Taki’s autobiography has been published twice, first in Paris in 1961 by the publishing house Julliard entitled “Estafilades”, while in Greek it was published in 2005 by Ferreniki titled “Takis”.

In July 2019, the highlight of London’s cultural agenda was Takis’ retrospective exhibition, “Takis: Sculptor of Magnetism, Light and Sound”, held at Tate Modern in collaboration with the Museum of Cycladic Art.

 

 

The Financial Times described the 94-year-old artist as a “gravitational artist,” and whose work John Lennon collected. The exhibition had already been presented to journalists around the world who were drawn to the beauty and mystery of his art, so It was more than just a British affair.

The exhibition featured works of magnetic, sound and light, as well as the “Magnetic Fields” he created in 1969 and had not been presented to the public since the 1970s: a magnetic pendulum operated by a museum employee and triggered by the movement of 100 metal sculptures that resemble rods. The room was filled with a series of works known as “Musicals” with incompatible strings of needle-striking sounds, while visitors from all over the world walked through the forest of “Signals”, feeling surrounded by the sounds of musical sculptors and his Gong.

 

Source: Guy Bell / REX / Shutterstock

 

On August 9, 2019, Takis passed away.

Overall, throughout his career, he continued to explore the boundaries and intersections of artistic and scientific perception, as well as music, sounds, and especially moving images.

 

 

His works adorn the permanent collections of the world’s most important museums such as the George Pompidou Center for Contemporary Art in Paris, the MOMA and the New York Guggenheim Museum, the De Menil Collection in Houston, the Tate Modern in London, the Peggy Guggenheim Collection in Venice. In France, the Jeu de Paume Museum, the Palais de Tokyo and the Fondation Maeght have organized large retrospective exhibitions dedicated to the artist.
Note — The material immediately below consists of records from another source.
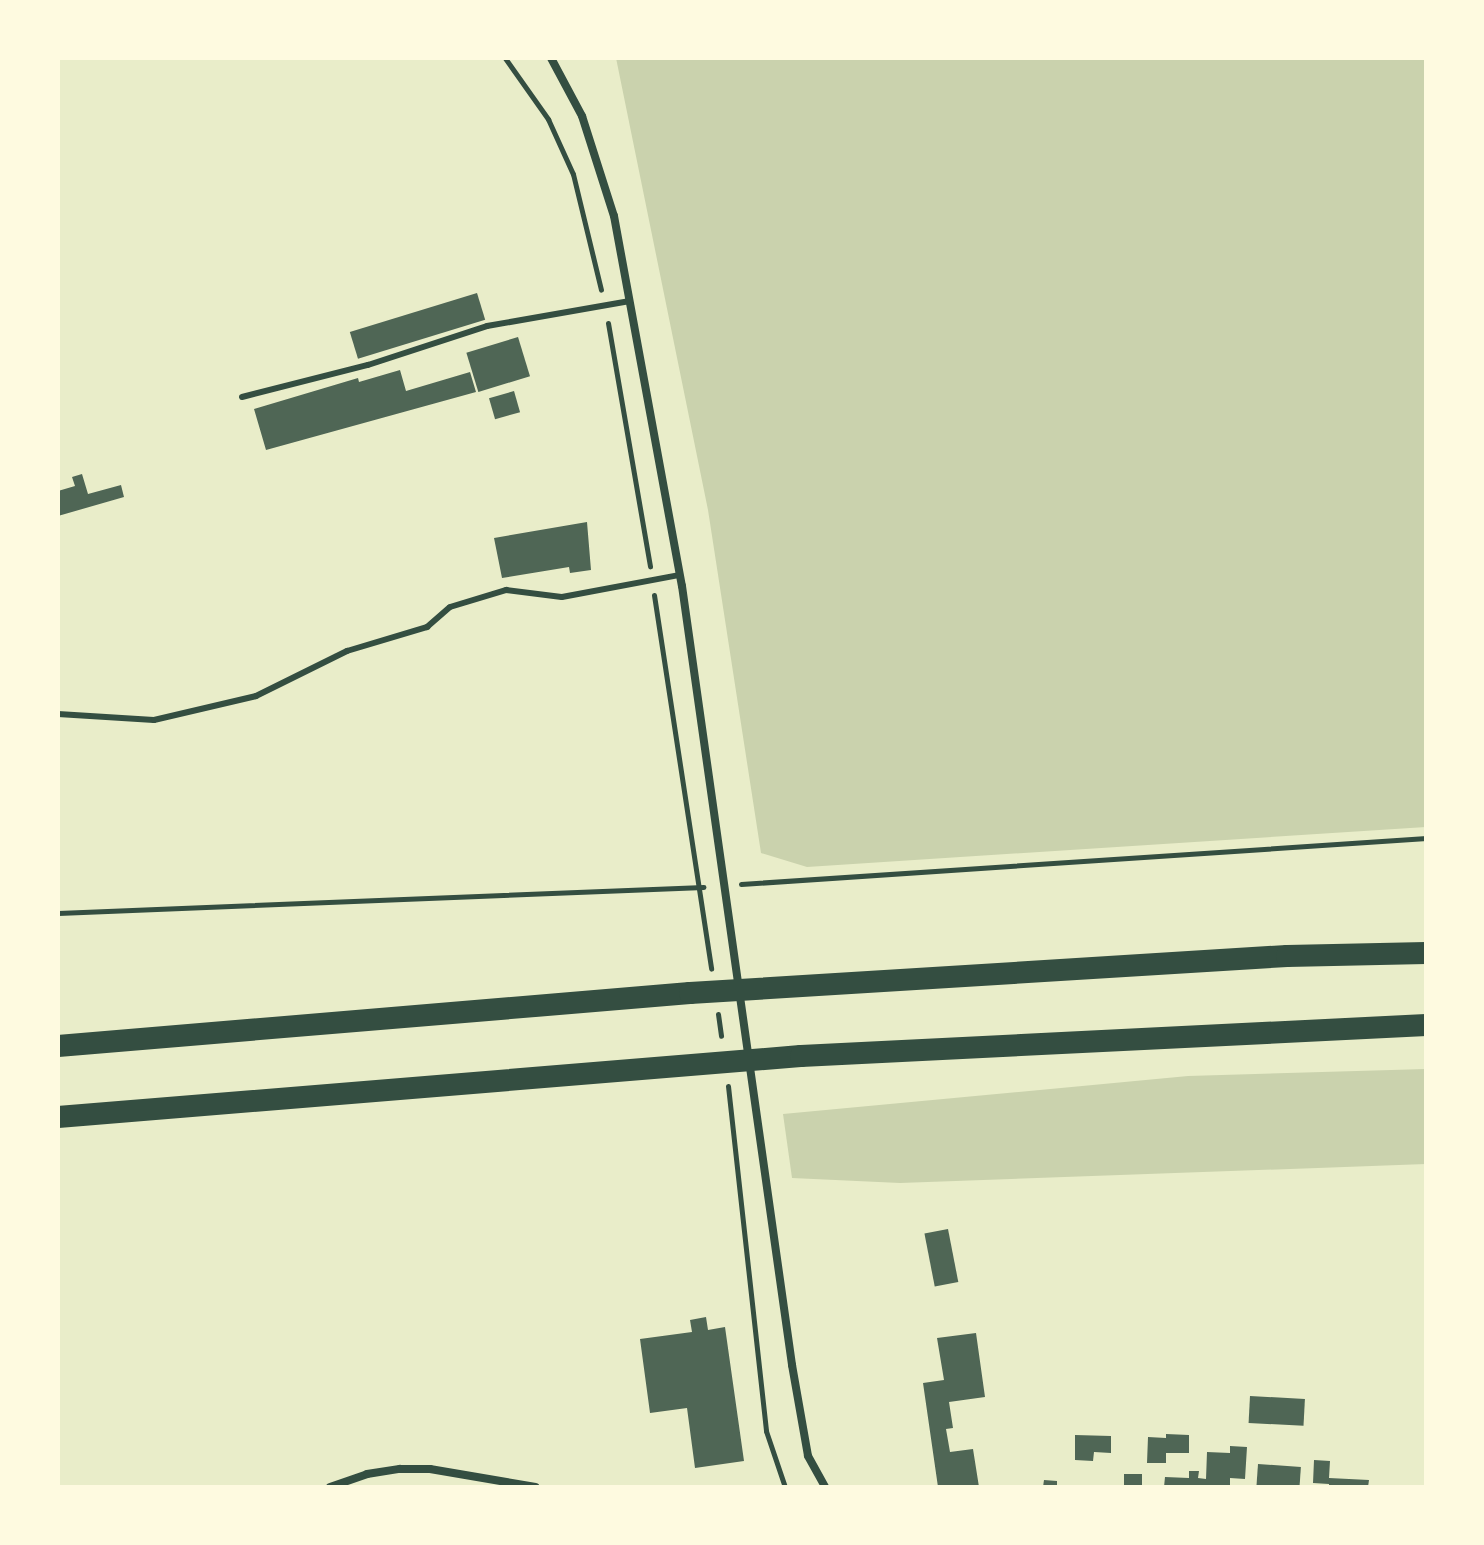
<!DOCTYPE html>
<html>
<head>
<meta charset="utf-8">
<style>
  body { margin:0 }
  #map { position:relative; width:1484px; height:1545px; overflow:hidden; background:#e9edc9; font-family:"Fira Sans Condensed",sans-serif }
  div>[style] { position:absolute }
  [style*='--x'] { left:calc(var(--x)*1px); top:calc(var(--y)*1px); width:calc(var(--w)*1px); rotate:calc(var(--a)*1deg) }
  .green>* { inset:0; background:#cad2ad }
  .building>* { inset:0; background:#4f6655; transform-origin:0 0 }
  .path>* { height:5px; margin:-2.5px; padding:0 2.5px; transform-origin:2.5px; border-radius:2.5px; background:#344e41 }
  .service>* { height:6px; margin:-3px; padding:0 3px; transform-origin:3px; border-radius:3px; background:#344e41 }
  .minor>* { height:8px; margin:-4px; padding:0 4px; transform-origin:4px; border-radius:4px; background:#344e41 }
  .motorway>* { height:22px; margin:-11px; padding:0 11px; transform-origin:11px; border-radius:11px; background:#344e41 }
  span { translate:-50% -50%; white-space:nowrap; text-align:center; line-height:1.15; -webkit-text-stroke:8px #fefae0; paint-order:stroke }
  .frame { position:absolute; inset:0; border:60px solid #fefae0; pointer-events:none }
</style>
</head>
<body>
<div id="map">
  <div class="green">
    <div style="clip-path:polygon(616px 58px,1426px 58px,1426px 827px,807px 867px,761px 853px,708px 510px)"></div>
    <div style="clip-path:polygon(1426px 1069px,1426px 1164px,900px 1183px,792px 1178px,783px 1114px,1188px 1076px)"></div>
  </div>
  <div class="building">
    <div style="left:477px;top:293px;width:28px;height:133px;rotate:73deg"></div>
    <div style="left:518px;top:337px;width:41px;height:54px;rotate:73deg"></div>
    <div style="clip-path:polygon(400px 370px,406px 391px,470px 372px,476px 392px,266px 450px,254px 409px,358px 378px,359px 382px)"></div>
    <div style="left:514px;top:391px;width:22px;height:26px;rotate:74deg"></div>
    <div style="clip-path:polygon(82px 474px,88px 494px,121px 485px,124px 497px,58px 516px,58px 491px,75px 486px,72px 477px)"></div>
    <div style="clip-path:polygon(587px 522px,591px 570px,570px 573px,569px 567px,502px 578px,494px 538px)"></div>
    <div style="left:948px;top:1229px;width:54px;height:24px;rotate:79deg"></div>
    <div style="clip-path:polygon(706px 1317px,708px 1330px,725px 1327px,744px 1461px,695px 1468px,687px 1408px,650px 1413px,640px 1339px,692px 1332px,690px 1320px)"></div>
    <div style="clip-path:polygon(976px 1333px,985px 1397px,949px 1402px,953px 1428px,946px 1429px,950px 1452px,973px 1449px,979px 1487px,938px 1487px,923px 1383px,944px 1380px,937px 1338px)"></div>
    <div style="left:1250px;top:1396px;width:55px;height:27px;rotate:3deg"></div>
    <div style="clip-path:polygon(1166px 1434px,1189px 1435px,1189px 1453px,1166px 1453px,1166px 1463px,1147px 1463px,1148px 1437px,1166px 1438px)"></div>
    <div style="clip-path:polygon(1075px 1435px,1111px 1436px,1111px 1453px,1094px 1452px,1093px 1461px,1075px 1460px)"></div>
    <div style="clip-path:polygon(1230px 1446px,1247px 1447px,1245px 1479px,1230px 1478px,1230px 1487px,1164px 1487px,1165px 1477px,1189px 1478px,1189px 1471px,1199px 1471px,1198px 1478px,1206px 1479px,1207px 1452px,1230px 1453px)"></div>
    <div style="clip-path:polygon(1314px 1460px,1330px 1461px,1329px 1478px,1369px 1480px,1368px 1487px,1329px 1487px,1329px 1484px,1313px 1483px)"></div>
    <div style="left:1258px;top:1464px;width:43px;height:23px;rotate:4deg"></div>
    <div style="left:1124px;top:1474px;width:18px;height:13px"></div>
    <div style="clip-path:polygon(1044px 1480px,1057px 1481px,1057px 1487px,1043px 1487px)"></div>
  </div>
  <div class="path">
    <div style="--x:505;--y:58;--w:75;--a:54.8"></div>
    <div style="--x:548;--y:119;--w:60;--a:65.6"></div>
    <div style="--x:573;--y:174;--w:119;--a:76.4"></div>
    <div style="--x:608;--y:323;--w:247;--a:80.2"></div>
    <div style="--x:654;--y:595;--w:378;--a:81.3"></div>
    <div style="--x:741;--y:884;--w:687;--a:-3.84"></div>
    <div style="--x:58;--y:913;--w:646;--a:-2.31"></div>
    <div style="--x:718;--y:1014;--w:22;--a:82"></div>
    <div style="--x:728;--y:1086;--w:347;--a:83.7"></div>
    <div style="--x:766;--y:1431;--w:59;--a:71.3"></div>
  </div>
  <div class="service">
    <div style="--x:242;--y:397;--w:130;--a:-14.3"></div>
    <div style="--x:368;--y:365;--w:125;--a:-18.1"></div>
    <div style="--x:487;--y:326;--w:145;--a:-9.9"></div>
    <div style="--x:58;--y:714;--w:96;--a:3.6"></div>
    <div style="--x:154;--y:720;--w:105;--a:-13.2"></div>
    <div style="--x:256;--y:696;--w:102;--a:-26.3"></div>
    <div style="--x:347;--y:651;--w:84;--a:-16.7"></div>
    <div style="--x:427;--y:627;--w:30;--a:-41"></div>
    <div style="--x:450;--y:607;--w:59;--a:-16.9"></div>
    <div style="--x:506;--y:590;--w:56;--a:7.1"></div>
    <div style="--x:562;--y:597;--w:120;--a:-10.6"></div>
  </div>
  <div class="minor">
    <div style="--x:551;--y:58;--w:66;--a:61.9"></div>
    <div style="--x:582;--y:116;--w:105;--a:72.3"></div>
    <div style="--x:614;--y:216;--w:376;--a:79.6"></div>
    <div style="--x:682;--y:586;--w:787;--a:81.96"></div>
    <div style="--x:792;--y:1365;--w:92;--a:80"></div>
    <div style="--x:808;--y:1456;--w:35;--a:61"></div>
    <div style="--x:330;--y:1487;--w:39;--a:-19"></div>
    <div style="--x:367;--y:1474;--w:33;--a:-9"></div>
    <div style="--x:400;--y:1469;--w:30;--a:0"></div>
    <div style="--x:430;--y:1469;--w:107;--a:9.7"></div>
  </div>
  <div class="motorway">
    <div style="--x:58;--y:1046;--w:634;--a:-4.79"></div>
    <div style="--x:690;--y:993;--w:598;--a:-3.55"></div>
    <div style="--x:1287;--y:956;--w:139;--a:-1.2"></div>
    <div style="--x:58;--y:1117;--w:745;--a:-4.69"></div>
    <div style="--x:801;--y:1056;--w:626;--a:-2.84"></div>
  </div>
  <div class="frame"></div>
</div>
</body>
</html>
His work is also on display at UNESCO Gardens in Paris and in the La Défense area, where the French government grants it the largest public space ever given to an artist in Paris history, 3500sqm for a “forest” of 49 Fine Lights.

 

 

He had also participated twice at Documenta in Kassel, once at the Venice Biennale and in 1985 at the Paris Biennale, where he was awarded the first prize.

The determinant of contemporary art sculptor Takis, through research, study and experimentation, managed to become one of the innovators of sculpture, basing his artistic expression and creativity on the functional use of natural laws. Light and movement in every form – mechanical, electromechanical, thermal, magnetic, hydrodynamic – combined with his personal technique and intelligence have shaped contemporary art.